Ok this is stage but on production we have hosts almost 80K flows, totally around 200K flows on southbound

So the problem here will not be solvable? could we tell ovn-controller to not purge the flows?

@legitYosal ovn-ofctrl-wait-before-clear should help in your case.

For "purging and reinstalling them takes too long", it is also solved by replacing the flows in OVS bundle - as a single transaction. It is the patch d53c599, which is after the ovn-ofctrl-wait-before-clear patch 896adfd. However, the patch d53c599 is not in branch-22.03, but only after 22.06. You may try 22.06, or backport to 22.03 by yourself (for backporting you will need e501112, too)

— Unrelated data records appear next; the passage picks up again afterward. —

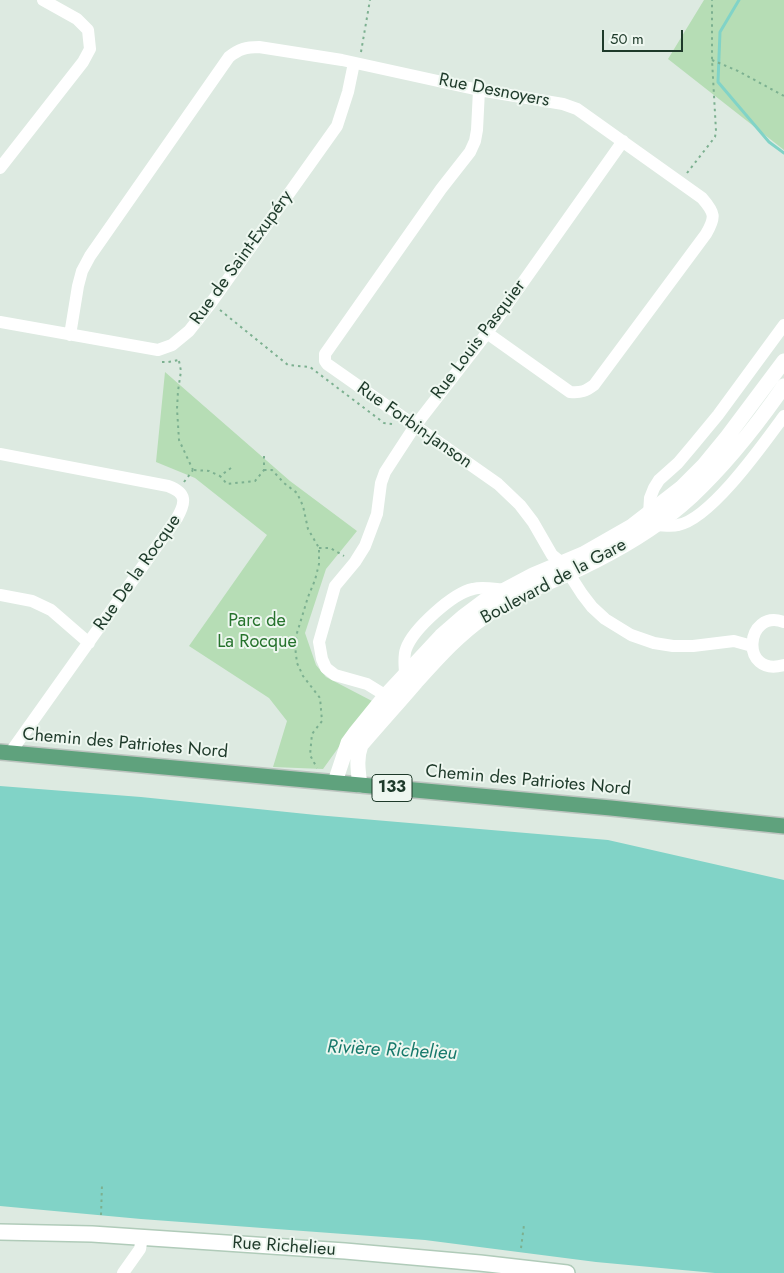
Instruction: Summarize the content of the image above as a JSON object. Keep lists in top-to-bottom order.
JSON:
{
  "streets": {
    "main road": ["Chemin des Patriotes Nord", "133"],
    "street": [
      "Rue Desnoyers",
      "Rue de Saint-Exupéry",
      "Rue Louis Pasquier",
      "Rue Forbin-Janson",
      "Rue De la Rocque",
      "Boulevard de la Gare",
      "Rue Richelieu"
    ]
  },
  "crossings": [
    ["Rue Desnoyers", "Rue de Saint-Exupéry"],
    ["Rue Desnoyers", "Rue Louis Pasquier"],
    ["Rue Desnoyers", "Rue Forbin-Janson"],
    ["Rue Louis Pasquier", "Rue Forbin-Janson"],
    ["Rue Louis Pasquier", "Boulevard de la Gare"],
    ["Rue Forbin-Janson", "Boulevard de la Gare"],
    ["Rue De la Rocque", "Chemin des Patriotes Nord"],
    ["Boulevard de la Gare", "Chemin des Patriotes Nord"]
  ],
  "water": ["Rivière Richelieu"],
  "parks": ["Parc de La Rocque"],
  "scale_bar": "50 m"
}
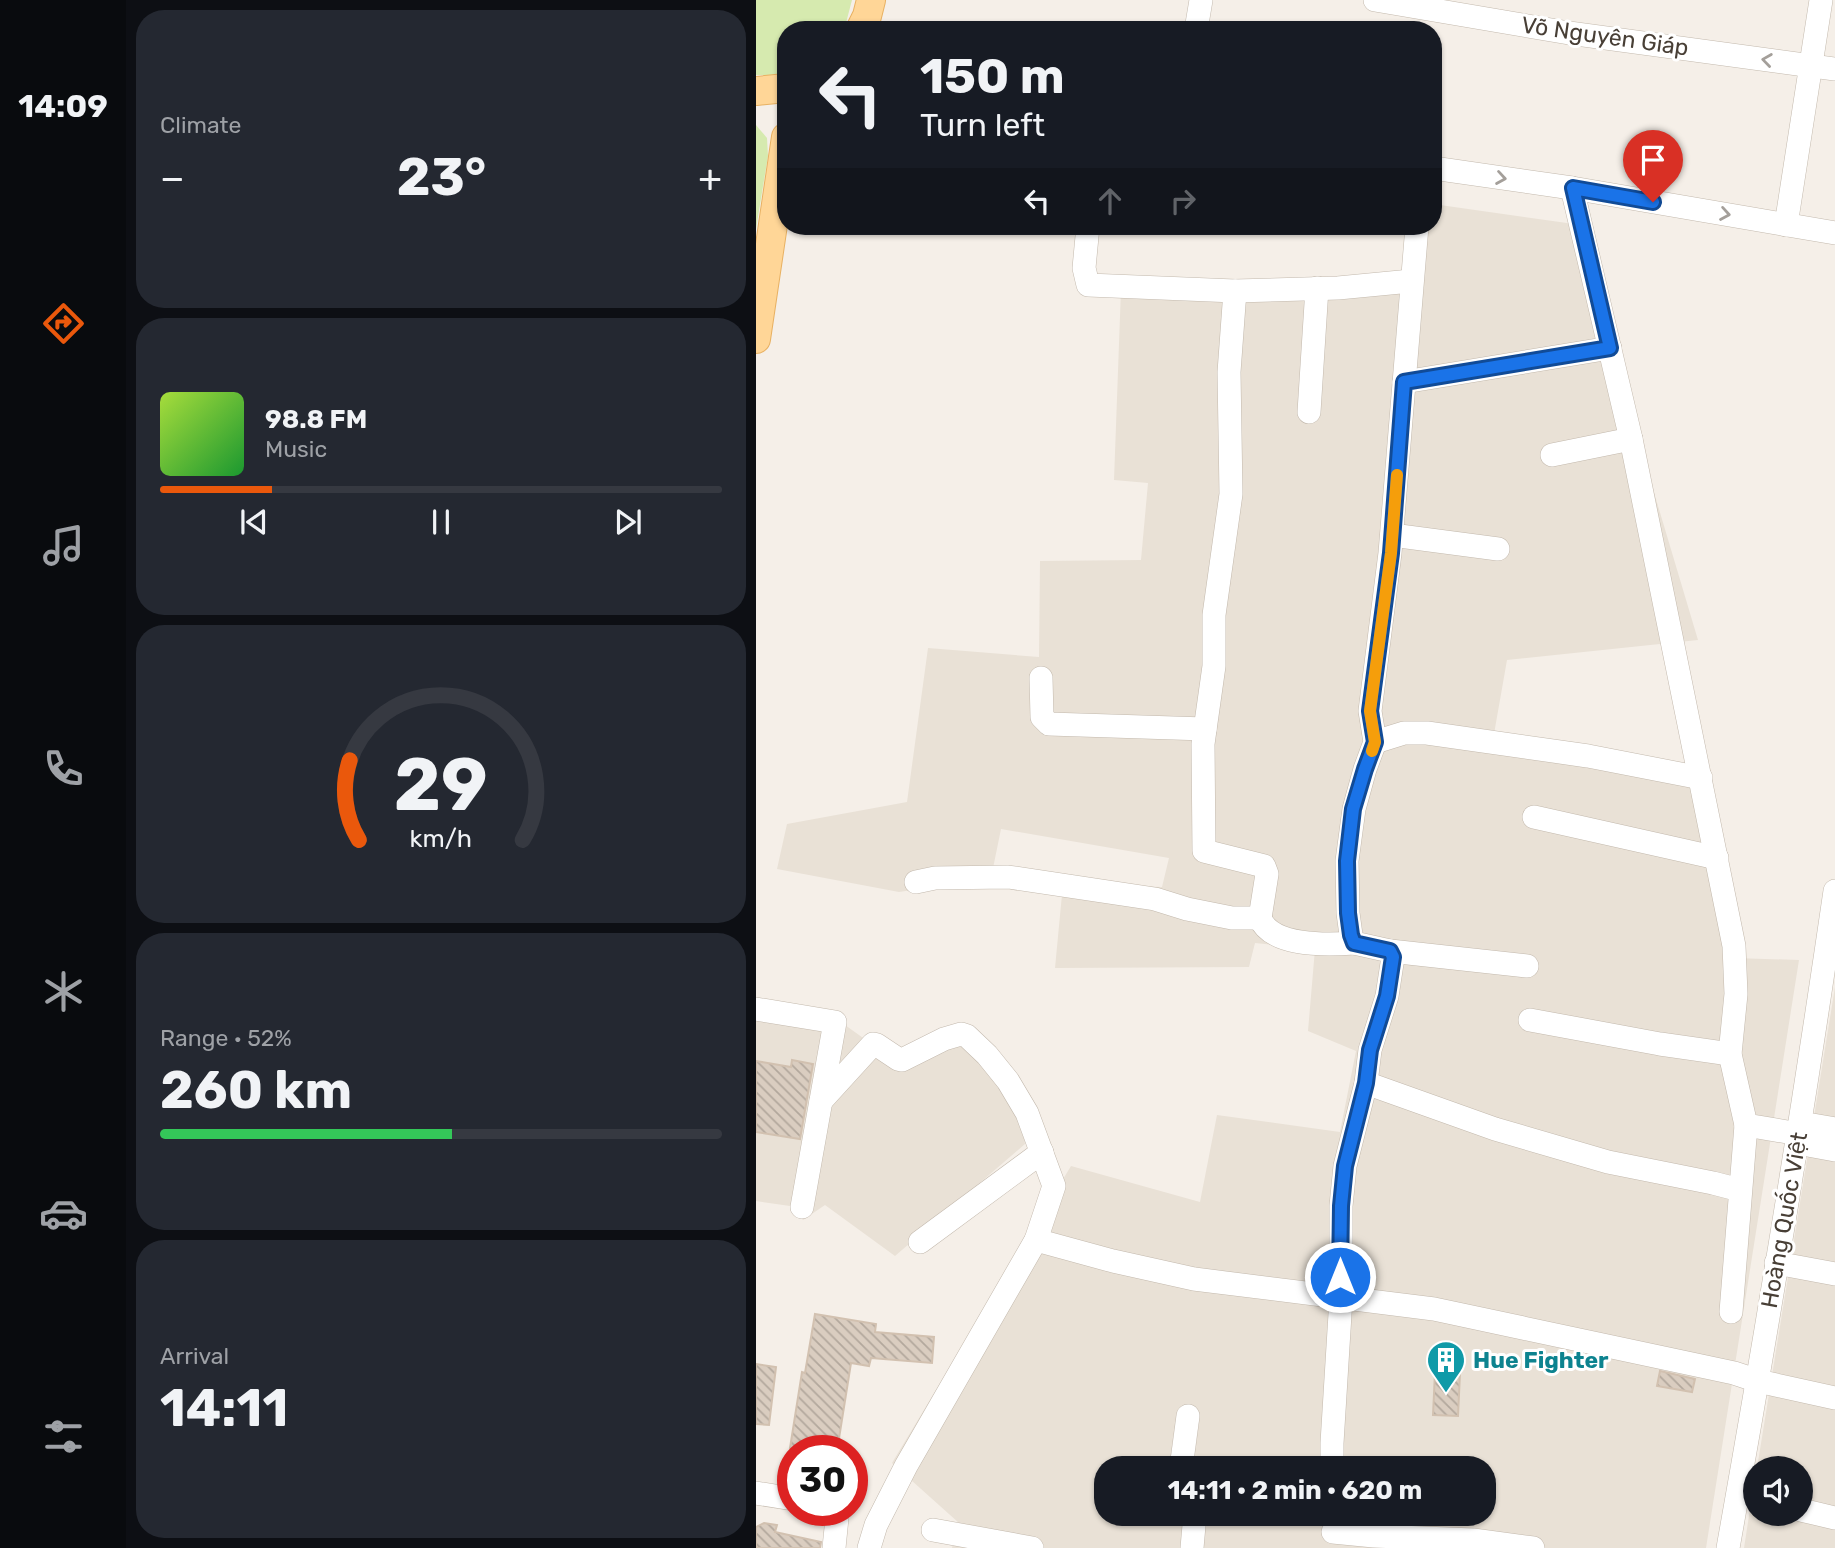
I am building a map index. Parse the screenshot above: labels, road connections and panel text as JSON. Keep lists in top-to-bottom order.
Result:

Actually, both of these are available in branch-22.03: https://github.com/ovn-org/ovn/commit/ebfbedd0ceda723d5f78773c965529ee136a5720 https://github.com/ovn-org/ovn/commit/9a0e90be73af6f9d16765286d1c1734e91bc7d8d

Using the latest v22.03.7 tag should be fine.

hzhou8 commented 4 months ago

Actually, both of these are available in branch-22.03: https://github.com/ovn-org/ovn/commit/ebfbedd0ceda723d5f78773c965529ee136a5720 https://github.com/ovn-org/ovn/commit/9a0e90be73af6f9d16765286d1c1734e91bc7d8d

Using the latest v22.03.7 tag should be fine.

Thanks @dceara for correcting me. I made a mistake when checking the branches.

legitYosal commented 4 months ago

Thank you for sharing your knowledge, I have tested with the ovn-24.03.1 build with ovs-3.3.0, it was working flawlessly as described, on production I will go to v22.03.7 as @dceara mentioned.